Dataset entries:
^^^^^^^^

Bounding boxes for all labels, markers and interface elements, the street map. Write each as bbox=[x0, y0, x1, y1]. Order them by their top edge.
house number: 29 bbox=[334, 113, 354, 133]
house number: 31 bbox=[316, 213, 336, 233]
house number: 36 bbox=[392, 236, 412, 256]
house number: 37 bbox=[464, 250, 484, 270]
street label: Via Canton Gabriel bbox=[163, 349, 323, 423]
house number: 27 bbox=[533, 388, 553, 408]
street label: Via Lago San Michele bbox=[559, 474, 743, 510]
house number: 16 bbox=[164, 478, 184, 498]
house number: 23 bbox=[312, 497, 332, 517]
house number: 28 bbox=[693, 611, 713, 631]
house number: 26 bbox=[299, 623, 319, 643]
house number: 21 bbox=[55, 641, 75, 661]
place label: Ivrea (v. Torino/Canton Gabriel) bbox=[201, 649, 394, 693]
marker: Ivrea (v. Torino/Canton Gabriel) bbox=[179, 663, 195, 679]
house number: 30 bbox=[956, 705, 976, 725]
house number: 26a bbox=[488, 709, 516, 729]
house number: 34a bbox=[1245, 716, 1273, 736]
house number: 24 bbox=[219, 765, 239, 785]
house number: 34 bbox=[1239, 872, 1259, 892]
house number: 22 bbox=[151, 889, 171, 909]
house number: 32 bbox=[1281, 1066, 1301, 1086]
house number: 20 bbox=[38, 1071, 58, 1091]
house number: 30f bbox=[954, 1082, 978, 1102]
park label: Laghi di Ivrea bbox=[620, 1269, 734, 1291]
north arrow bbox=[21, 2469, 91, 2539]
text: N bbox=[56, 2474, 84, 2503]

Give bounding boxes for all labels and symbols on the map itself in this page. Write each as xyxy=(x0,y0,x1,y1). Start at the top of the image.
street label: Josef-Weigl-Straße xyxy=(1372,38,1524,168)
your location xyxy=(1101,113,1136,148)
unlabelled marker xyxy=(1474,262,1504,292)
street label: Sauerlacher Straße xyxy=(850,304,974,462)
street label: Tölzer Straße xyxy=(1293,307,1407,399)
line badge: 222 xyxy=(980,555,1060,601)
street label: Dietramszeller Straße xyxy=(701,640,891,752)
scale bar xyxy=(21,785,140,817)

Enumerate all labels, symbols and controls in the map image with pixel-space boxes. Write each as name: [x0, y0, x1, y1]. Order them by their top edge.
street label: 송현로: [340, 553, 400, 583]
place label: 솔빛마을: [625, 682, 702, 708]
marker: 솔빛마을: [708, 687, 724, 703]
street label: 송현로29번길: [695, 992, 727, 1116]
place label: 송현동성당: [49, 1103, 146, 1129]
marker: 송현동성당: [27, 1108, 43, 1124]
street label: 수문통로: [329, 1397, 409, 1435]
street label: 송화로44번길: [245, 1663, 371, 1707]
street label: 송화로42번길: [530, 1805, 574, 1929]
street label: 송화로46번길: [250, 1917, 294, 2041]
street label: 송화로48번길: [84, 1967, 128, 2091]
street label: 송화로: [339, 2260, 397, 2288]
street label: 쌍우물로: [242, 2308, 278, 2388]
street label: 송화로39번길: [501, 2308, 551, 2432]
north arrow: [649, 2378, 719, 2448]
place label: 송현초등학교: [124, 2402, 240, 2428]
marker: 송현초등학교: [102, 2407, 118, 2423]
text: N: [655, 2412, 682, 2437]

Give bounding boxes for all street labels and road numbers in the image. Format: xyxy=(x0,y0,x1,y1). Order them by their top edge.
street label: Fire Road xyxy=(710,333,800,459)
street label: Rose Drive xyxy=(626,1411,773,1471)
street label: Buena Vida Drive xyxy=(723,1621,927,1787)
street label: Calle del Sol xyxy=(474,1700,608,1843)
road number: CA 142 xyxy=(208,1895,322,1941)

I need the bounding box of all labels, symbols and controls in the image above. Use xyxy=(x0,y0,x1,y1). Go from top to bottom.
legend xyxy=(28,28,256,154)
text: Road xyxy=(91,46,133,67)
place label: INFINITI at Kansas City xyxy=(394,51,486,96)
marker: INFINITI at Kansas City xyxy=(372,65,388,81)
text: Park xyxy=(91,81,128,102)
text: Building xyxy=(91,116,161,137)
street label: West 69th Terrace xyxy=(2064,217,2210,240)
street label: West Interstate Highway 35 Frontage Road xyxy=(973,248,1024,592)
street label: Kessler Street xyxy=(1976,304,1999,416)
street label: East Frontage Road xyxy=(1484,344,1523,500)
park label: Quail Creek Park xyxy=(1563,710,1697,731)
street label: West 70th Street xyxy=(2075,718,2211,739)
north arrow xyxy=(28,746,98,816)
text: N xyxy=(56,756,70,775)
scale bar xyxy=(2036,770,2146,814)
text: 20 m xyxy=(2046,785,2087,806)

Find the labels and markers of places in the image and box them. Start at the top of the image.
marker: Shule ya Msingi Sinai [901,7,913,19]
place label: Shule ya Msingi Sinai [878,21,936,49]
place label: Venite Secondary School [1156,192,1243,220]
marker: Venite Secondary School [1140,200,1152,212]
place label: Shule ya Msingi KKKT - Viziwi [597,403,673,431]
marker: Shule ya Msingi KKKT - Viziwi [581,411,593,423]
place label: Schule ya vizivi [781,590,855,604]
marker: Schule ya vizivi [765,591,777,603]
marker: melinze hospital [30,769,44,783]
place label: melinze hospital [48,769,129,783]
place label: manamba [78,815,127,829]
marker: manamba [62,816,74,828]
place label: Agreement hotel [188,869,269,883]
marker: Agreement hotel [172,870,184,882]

^^^^^^^^

* Work to be completed
Print the data above again, with nothing altered and nothing left out.

* Reply to the task
Bounding boxes for all labels, markers and interface elements, the street map. Write each as bbox=[x0, y0, x1, y1]. Order them by their top edge.
house number: 29 bbox=[334, 113, 354, 133]
house number: 31 bbox=[316, 213, 336, 233]
house number: 36 bbox=[392, 236, 412, 256]
house number: 37 bbox=[464, 250, 484, 270]
street label: Via Canton Gabriel bbox=[163, 349, 323, 423]
house number: 27 bbox=[533, 388, 553, 408]
street label: Via Lago San Michele bbox=[559, 474, 743, 510]
house number: 16 bbox=[164, 478, 184, 498]
house number: 23 bbox=[312, 497, 332, 517]
house number: 28 bbox=[693, 611, 713, 631]
house number: 26 bbox=[299, 623, 319, 643]
house number: 21 bbox=[55, 641, 75, 661]
place label: Ivrea (v. Torino/Canton Gabriel) bbox=[201, 649, 394, 693]
marker: Ivrea (v. Torino/Canton Gabriel) bbox=[179, 663, 195, 679]
house number: 30 bbox=[956, 705, 976, 725]
house number: 26a bbox=[488, 709, 516, 729]
house number: 34a bbox=[1245, 716, 1273, 736]
house number: 24 bbox=[219, 765, 239, 785]
house number: 34 bbox=[1239, 872, 1259, 892]
house number: 22 bbox=[151, 889, 171, 909]
house number: 32 bbox=[1281, 1066, 1301, 1086]
house number: 20 bbox=[38, 1071, 58, 1091]
house number: 30f bbox=[954, 1082, 978, 1102]
park label: Laghi di Ivrea bbox=[620, 1269, 734, 1291]
north arrow bbox=[21, 2469, 91, 2539]
text: N bbox=[56, 2474, 84, 2503]

Give bounding boxes for all labels and symbols on the map itself in this page. Write each as xyxy=(x0,y0,x1,y1). Start at the top of the image.
street label: Josef-Weigl-Straße xyxy=(1372,38,1524,168)
your location xyxy=(1101,113,1136,148)
unlabelled marker xyxy=(1474,262,1504,292)
street label: Sauerlacher Straße xyxy=(850,304,974,462)
street label: Tölzer Straße xyxy=(1293,307,1407,399)
line badge: 222 xyxy=(980,555,1060,601)
street label: Dietramszeller Straße xyxy=(701,640,891,752)
scale bar xyxy=(21,785,140,817)

Enumerate all labels, symbols and controls in the map image with pixel-space boxes. Write each as name: [x0, y0, x1, y1]. Order them by their top edge.
street label: 송현로: [340, 553, 400, 583]
place label: 솔빛마을: [625, 682, 702, 708]
marker: 솔빛마을: [708, 687, 724, 703]
street label: 송현로29번길: [695, 992, 727, 1116]
place label: 송현동성당: [49, 1103, 146, 1129]
marker: 송현동성당: [27, 1108, 43, 1124]
street label: 수문통로: [329, 1397, 409, 1435]
street label: 송화로44번길: [245, 1663, 371, 1707]
street label: 송화로42번길: [530, 1805, 574, 1929]
street label: 송화로46번길: [250, 1917, 294, 2041]
street label: 송화로48번길: [84, 1967, 128, 2091]
street label: 송화로: [339, 2260, 397, 2288]
street label: 쌍우물로: [242, 2308, 278, 2388]
street label: 송화로39번길: [501, 2308, 551, 2432]
north arrow: [649, 2378, 719, 2448]
place label: 송현초등학교: [124, 2402, 240, 2428]
marker: 송현초등학교: [102, 2407, 118, 2423]
text: N: [655, 2412, 682, 2437]

Give bounding boxes for all street labels and road numbers in the image. Format: xyxy=(x0,y0,x1,y1). Order them by their top edge.
street label: Fire Road xyxy=(710,333,800,459)
street label: Rose Drive xyxy=(626,1411,773,1471)
street label: Buena Vida Drive xyxy=(723,1621,927,1787)
street label: Calle del Sol xyxy=(474,1700,608,1843)
road number: CA 142 xyxy=(208,1895,322,1941)

I need the bounding box of all labels, symbols and controls in the image above. Use xyxy=(x0,y0,x1,y1). Go from top to bottom.
legend xyxy=(28,28,256,154)
text: Road xyxy=(91,46,133,67)
place label: INFINITI at Kansas City xyxy=(394,51,486,96)
marker: INFINITI at Kansas City xyxy=(372,65,388,81)
text: Park xyxy=(91,81,128,102)
text: Building xyxy=(91,116,161,137)
street label: West 69th Terrace xyxy=(2064,217,2210,240)
street label: West Interstate Highway 35 Frontage Road xyxy=(973,248,1024,592)
street label: Kessler Street xyxy=(1976,304,1999,416)
street label: East Frontage Road xyxy=(1484,344,1523,500)
park label: Quail Creek Park xyxy=(1563,710,1697,731)
street label: West 70th Street xyxy=(2075,718,2211,739)
north arrow xyxy=(28,746,98,816)
text: N xyxy=(56,756,70,775)
scale bar xyxy=(2036,770,2146,814)
text: 20 m xyxy=(2046,785,2087,806)

Find the labels and markers of places in the image and box them. Start at the top of the image.
marker: Shule ya Msingi Sinai [901,7,913,19]
place label: Shule ya Msingi Sinai [878,21,936,49]
place label: Venite Secondary School [1156,192,1243,220]
marker: Venite Secondary School [1140,200,1152,212]
place label: Shule ya Msingi KKKT - Viziwi [597,403,673,431]
marker: Shule ya Msingi KKKT - Viziwi [581,411,593,423]
place label: Schule ya vizivi [781,590,855,604]
marker: Schule ya vizivi [765,591,777,603]
marker: melinze hospital [30,769,44,783]
place label: melinze hospital [48,769,129,783]
place label: manamba [78,815,127,829]
marker: manamba [62,816,74,828]
place label: Agreement hotel [188,869,269,883]
marker: Agreement hotel [172,870,184,882]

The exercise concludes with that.